◆ **TASK DETAILS**:
Using the records below, write out again exactly the lines that begin at the line containing "c.lineCap = dash ? 'butt' : 'round';" and end at the line containing "[104,620,127,696,85,708,63,632]", and no other lines.

◆ **Records from a data collection**:
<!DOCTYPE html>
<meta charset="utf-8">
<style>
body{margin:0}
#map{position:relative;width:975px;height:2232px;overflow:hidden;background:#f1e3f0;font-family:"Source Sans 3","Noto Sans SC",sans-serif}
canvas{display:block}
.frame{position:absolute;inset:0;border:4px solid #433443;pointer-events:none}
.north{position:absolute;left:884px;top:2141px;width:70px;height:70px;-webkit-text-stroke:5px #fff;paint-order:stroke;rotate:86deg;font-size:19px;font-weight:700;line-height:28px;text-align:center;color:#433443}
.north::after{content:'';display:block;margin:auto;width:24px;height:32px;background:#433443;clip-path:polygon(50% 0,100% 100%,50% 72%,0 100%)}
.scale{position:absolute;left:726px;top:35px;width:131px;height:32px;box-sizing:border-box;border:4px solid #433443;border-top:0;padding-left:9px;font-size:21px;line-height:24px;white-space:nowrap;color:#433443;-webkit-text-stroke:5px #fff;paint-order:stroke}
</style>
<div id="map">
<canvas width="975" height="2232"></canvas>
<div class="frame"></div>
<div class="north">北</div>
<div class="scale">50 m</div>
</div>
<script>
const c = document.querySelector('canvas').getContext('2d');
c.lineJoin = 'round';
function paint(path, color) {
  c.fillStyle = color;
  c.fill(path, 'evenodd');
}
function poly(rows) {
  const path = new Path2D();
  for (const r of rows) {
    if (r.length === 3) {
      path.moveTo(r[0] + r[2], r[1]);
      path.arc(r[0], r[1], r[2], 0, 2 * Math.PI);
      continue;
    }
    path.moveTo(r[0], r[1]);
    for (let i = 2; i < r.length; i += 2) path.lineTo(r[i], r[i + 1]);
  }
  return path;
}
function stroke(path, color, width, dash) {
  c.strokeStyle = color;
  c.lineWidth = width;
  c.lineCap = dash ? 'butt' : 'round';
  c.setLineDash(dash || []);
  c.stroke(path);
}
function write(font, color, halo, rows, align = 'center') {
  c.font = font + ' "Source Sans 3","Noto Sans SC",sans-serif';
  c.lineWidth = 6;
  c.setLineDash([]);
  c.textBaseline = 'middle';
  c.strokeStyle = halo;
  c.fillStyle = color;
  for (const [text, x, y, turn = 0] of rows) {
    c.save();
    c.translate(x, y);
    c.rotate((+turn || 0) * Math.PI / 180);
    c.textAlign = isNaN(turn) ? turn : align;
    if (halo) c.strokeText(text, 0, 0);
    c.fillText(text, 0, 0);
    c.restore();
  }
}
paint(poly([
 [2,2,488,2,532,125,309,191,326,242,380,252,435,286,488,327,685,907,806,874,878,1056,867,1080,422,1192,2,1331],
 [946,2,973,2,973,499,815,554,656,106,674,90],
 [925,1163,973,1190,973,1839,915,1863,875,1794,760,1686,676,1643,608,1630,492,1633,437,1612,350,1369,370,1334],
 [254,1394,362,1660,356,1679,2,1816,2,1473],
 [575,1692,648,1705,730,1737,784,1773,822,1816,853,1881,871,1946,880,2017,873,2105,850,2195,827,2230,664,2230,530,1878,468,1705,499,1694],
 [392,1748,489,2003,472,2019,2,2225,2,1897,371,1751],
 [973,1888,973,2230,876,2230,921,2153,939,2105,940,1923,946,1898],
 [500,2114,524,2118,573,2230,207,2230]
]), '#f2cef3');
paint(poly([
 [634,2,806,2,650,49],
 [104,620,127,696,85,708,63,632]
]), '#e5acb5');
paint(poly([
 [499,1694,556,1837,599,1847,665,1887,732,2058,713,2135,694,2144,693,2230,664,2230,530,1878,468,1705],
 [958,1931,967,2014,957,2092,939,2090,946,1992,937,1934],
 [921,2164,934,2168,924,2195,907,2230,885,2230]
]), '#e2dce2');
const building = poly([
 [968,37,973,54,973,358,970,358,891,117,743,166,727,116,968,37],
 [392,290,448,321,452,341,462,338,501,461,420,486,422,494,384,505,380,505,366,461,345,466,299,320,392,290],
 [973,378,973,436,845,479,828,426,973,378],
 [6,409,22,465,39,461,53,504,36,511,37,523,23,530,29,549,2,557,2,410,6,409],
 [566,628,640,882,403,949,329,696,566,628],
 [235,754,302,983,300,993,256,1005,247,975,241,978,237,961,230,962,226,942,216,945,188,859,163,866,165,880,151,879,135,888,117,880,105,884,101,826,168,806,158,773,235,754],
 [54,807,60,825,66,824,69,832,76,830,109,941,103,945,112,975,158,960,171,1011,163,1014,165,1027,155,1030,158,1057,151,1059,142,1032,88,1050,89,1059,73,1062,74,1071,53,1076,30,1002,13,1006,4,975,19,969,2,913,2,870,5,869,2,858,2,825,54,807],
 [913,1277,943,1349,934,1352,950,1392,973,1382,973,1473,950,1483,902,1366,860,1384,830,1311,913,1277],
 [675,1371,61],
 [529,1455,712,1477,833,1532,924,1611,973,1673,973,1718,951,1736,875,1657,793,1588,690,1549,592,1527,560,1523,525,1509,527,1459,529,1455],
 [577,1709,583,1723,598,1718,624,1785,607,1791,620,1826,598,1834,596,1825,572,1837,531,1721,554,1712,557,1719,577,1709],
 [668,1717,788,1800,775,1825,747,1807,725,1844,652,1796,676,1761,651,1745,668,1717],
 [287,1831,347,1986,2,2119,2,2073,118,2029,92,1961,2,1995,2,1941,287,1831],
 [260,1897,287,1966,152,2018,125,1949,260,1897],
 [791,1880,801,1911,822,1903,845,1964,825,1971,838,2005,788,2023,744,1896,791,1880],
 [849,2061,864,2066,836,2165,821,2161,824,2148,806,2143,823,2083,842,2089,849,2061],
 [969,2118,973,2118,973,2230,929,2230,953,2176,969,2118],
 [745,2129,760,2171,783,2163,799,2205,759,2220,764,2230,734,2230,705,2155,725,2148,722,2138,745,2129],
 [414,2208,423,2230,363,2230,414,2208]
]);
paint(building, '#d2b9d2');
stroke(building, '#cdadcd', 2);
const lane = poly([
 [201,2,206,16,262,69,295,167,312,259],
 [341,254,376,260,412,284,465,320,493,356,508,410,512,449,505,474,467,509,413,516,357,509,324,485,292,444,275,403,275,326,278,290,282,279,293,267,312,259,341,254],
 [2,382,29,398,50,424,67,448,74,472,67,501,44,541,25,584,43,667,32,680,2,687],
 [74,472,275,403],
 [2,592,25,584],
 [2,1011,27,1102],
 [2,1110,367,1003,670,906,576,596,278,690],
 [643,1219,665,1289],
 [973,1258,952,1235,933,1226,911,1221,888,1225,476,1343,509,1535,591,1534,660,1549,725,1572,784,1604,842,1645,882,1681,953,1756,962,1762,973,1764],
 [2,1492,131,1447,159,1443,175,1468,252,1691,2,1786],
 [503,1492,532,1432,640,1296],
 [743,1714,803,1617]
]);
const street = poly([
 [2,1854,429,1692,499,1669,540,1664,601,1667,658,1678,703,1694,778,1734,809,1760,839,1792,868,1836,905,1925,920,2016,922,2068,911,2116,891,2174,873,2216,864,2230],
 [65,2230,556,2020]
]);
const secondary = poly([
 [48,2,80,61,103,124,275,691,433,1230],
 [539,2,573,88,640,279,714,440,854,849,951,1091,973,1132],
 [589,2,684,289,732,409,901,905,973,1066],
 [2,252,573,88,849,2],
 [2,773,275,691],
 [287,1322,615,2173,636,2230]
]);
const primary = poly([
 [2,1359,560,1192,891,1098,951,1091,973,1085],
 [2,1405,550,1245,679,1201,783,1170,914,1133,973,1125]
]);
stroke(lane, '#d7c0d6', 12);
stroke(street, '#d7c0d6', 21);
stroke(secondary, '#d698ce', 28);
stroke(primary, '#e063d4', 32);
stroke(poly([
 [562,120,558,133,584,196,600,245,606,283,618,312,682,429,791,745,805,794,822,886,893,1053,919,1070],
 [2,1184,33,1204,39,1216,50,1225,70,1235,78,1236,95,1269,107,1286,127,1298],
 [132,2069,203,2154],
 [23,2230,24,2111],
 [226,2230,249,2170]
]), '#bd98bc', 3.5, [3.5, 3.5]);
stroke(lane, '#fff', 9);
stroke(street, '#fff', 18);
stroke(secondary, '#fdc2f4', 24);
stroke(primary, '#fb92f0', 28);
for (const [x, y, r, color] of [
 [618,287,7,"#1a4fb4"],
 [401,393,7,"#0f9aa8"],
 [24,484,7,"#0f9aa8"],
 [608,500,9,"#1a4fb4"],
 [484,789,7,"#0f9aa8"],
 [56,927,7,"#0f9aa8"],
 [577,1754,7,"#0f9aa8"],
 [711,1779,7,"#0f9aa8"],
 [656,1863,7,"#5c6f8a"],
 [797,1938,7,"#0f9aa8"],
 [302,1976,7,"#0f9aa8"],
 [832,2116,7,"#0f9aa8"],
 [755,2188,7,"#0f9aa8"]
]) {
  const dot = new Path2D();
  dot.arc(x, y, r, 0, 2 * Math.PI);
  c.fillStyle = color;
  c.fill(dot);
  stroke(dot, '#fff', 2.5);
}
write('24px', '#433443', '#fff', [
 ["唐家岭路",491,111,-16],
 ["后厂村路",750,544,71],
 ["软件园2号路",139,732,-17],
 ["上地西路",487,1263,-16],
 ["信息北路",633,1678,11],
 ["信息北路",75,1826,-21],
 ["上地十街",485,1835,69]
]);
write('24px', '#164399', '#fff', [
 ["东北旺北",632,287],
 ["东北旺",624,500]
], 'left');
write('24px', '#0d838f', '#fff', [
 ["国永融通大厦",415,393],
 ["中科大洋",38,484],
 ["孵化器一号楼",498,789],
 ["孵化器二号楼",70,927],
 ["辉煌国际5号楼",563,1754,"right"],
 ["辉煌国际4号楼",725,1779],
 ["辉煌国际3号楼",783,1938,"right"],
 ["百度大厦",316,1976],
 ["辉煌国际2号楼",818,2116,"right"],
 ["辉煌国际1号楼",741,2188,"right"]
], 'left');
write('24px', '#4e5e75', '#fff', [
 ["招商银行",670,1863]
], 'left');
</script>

◆ **RESPONSE BOX**:
  c.lineCap = dash ? 'butt' : 'round';
  c.setLineDash(dash || []);
  c.stroke(path);
}
function write(font, color, halo, rows, align = 'center') {
  c.font = font + ' "Source Sans 3","Noto Sans SC",sans-serif';
  c.lineWidth = 6;
  c.setLineDash([]);
  c.textBaseline = 'middle';
  c.strokeStyle = halo;
  c.fillStyle = color;
  for (const [text, x, y, turn = 0] of rows) {
    c.save();
    c.translate(x, y);
    c.rotate((+turn || 0) * Math.PI / 180);
    c.textAlign = isNaN(turn) ? turn : align;
    if (halo) c.strokeText(text, 0, 0);
    c.fillText(text, 0, 0);
    c.restore();
  }
}
paint(poly([
 [2,2,488,2,532,125,309,191,326,242,380,252,435,286,488,327,685,907,806,874,878,1056,867,1080,422,1192,2,1331],
 [946,2,973,2,973,499,815,554,656,106,674,90],
 [925,1163,973,1190,973,1839,915,1863,875,1794,760,1686,676,1643,608,1630,492,1633,437,1612,350,1369,370,1334],
 [254,1394,362,1660,356,1679,2,1816,2,1473],
 [575,1692,648,1705,730,1737,784,1773,822,1816,853,1881,871,1946,880,2017,873,2105,850,2195,827,2230,664,2230,530,1878,468,1705,499,1694],
 [392,1748,489,2003,472,2019,2,2225,2,1897,371,1751],
 [973,1888,973,2230,876,2230,921,2153,939,2105,940,1923,946,1898],
 [500,2114,524,2118,573,2230,207,2230]
]), '#f2cef3');
paint(poly([
 [634,2,806,2,650,49],
 [104,620,127,696,85,708,63,632]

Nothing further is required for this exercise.